TASK TO CARRY OUT:
Find and copy every line in the records that includes the string "Central".

MATERIAL FOR THIS TASK:
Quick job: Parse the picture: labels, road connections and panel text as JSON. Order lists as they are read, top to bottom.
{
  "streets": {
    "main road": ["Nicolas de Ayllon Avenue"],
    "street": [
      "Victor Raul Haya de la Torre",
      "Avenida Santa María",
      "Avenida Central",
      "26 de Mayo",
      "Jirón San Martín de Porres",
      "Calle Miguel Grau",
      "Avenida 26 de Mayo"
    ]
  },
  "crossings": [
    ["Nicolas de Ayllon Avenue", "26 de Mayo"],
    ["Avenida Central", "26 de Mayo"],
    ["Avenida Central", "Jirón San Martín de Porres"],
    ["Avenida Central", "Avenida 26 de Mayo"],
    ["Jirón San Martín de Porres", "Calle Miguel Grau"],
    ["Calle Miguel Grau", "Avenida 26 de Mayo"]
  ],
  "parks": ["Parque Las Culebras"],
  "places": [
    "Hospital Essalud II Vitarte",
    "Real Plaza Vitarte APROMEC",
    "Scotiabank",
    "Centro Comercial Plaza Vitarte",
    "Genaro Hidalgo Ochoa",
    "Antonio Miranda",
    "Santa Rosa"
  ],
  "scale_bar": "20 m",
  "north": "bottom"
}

FINAL ANSWER:
      "Avenida Central",
    ["Avenida Central", "26 de Mayo"],
    ["Avenida Central", "Jirón San Martín de Porres"],
    ["Avenida Central", "Avenida 26 de Mayo"],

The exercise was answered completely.